Recently, our most common floor installations have consisted of large tile that looks a lot like wood planks. More than once, we’ve gotten funny looks from people who were sure that they were looking at a wood floor. At almost 3 feet long and close to 6 inches wide, these tiles have the same basic shape as a board. But this shape brings with it the challenges of installing large-format tile. The Tile Council of North America defines large format as having any edge 15 inches or longer. Because of the size, the chances of lippage (uneven tile edges) or cracking after installation are much greater. For this reason, the TCNA has put out guidelines specific to installing large-format tile.
A Flat Subfloor Is A Must
For a successful installation of large-format floor tile, the most important factor is the flatness of the subfloor. In addition to its strict rules about deflection, the TCNA recommends that the subfloor have no more than 1/8-inch variation in 10 feet—tight tolerances for any subfloor. For this project, I made sure the plywood subfloor was within the TCNA tolerances before I installed a Ditra Mat uncoupling membrane over it.
If the surface of the subfloor had varied by more than 1/8 inch, I would have considered using a poured floor leveler on the worst areas—or on the entire floor—before installing the uncoupling membrane. The only area of this subfloor that was slightly out of level was in a hallway off the main floor. Because the hallway was relatively small (less than 10 square feet), I opted to use a mechanical “leveling” system there, which I describe later in the article. After installing the membrane, I rechecked the floor for flatness by trying to slide a silver dollar (which is just under 1/8 inch thick) under an 8-foot straightedge.
A flat subfloor is crucial because large-format tiles are seldom perfectly flat. During firing and glazing of a long, narrow strip of clay, some minor distortion can be expected. If two tiles with a 1/16‑inch bend are installed side by side, the middle of one tile can be 1/8 inch higher than the end of the other—the lippage that was mentioned earlier. An out-of-level floor will compound the problem.
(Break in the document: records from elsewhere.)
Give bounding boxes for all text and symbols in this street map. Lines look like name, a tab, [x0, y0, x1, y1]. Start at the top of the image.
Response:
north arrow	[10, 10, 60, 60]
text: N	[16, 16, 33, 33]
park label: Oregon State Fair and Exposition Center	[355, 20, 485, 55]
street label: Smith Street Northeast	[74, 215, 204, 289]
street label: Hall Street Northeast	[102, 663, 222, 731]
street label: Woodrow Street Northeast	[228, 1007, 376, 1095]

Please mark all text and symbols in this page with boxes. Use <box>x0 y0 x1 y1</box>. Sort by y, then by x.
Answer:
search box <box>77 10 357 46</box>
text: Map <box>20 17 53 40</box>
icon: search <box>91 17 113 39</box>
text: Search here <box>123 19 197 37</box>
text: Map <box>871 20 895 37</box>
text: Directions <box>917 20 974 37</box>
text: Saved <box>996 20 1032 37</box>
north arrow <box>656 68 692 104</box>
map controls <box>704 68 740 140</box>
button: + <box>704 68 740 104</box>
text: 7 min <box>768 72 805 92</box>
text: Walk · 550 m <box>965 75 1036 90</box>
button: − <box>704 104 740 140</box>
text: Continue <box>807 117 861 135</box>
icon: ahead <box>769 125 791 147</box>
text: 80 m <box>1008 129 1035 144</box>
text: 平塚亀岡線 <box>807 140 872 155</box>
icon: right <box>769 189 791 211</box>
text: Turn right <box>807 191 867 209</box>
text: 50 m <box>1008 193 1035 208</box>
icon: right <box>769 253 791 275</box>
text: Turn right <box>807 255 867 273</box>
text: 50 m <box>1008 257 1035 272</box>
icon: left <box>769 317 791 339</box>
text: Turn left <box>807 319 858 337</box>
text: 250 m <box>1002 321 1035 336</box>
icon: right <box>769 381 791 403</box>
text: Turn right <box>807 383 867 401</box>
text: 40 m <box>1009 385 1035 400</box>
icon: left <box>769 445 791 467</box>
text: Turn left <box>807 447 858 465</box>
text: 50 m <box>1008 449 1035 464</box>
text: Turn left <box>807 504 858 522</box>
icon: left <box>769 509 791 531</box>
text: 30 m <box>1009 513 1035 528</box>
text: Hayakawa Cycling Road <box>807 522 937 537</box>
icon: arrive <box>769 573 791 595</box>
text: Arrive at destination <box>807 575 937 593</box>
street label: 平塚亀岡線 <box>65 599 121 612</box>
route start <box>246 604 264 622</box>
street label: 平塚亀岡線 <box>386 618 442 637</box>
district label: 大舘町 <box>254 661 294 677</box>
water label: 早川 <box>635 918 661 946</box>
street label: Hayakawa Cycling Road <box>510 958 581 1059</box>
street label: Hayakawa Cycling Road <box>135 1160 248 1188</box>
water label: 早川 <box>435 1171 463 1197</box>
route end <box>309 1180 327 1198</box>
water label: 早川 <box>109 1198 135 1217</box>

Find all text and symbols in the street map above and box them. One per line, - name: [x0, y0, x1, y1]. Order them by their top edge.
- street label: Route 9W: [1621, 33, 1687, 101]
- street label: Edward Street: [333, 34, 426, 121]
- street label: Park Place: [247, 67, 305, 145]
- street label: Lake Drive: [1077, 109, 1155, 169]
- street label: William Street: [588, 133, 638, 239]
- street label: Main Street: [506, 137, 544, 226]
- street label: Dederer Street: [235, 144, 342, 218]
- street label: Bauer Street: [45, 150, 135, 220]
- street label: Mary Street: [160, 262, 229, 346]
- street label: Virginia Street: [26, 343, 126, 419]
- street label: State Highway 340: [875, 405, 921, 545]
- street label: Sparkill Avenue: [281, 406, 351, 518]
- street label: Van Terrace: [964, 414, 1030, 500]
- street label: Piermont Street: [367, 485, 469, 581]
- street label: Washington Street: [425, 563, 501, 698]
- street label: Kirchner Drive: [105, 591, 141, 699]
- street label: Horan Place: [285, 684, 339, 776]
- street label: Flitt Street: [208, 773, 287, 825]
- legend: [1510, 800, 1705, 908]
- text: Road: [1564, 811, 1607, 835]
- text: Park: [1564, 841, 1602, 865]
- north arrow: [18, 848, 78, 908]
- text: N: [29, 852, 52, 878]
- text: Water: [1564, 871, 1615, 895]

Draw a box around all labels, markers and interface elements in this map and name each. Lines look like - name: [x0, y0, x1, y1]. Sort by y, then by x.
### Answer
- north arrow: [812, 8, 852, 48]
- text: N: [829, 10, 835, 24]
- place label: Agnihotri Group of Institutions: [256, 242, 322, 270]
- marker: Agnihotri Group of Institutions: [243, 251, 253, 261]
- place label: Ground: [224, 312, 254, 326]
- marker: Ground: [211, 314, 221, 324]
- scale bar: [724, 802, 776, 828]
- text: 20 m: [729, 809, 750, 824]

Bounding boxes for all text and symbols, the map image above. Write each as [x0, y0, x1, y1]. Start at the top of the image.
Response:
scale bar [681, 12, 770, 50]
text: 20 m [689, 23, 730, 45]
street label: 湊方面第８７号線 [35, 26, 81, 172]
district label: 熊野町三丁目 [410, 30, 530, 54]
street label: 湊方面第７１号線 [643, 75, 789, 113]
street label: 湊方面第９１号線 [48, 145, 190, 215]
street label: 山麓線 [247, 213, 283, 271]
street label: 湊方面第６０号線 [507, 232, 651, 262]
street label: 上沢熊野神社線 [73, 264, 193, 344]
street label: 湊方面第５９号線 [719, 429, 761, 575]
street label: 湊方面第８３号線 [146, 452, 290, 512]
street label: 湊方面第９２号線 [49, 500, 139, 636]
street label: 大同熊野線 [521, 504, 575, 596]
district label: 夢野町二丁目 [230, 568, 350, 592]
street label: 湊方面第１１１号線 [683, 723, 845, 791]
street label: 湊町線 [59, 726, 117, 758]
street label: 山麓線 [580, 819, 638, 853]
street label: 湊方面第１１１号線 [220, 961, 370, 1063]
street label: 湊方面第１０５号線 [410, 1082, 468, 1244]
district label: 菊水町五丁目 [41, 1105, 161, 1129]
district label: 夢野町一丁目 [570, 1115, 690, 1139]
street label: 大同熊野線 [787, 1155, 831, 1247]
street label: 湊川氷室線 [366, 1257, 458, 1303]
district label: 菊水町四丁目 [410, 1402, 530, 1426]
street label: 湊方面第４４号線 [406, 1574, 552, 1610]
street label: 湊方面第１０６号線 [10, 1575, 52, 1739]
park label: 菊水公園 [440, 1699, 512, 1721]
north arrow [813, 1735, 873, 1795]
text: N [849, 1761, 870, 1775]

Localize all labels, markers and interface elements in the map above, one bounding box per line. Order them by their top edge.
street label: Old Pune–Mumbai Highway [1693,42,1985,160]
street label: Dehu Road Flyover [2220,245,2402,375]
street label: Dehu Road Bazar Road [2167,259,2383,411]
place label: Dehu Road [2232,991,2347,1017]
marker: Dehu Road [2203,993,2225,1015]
As I unpack the boxes, I randomly check the tiles for any major discrepancies, setting aside the worst tiles to be cut for shorter pieces.
Before I mix any thinset, I scan the room to determine which sides are the most visible. That’s where I’ll begin my layout. In this case, I decided to start at the front wall of the house and the wall adjacent to the front door. To keep the installation neat and easy to handle, I always put down just a few courses at a time. To minimize lippage, I stagger the ends; for this floor, I started with a quarter of a tile, then a half tile, then a three-quarter tile, and finally, a full tile. With four starter pieces, I worked four courses at a time.
To determine the layout, I set four tiles side by side, leaving 1/8‑inch gaps between them for grout lines. I measured 23 1/2 inches across the tiles; that measurement would guide my layout lines as the courses progressed across the floor.
The TCNA recommends leaving a 1/4-inch gap around the perimeter of the tile floor for expansion, so for the first section, I measured out 23 7/8 inches from the wall. Using a laser tool, I projected a straight line across the room and drew a line with a waterproof marker. Then I was ready to install the tile.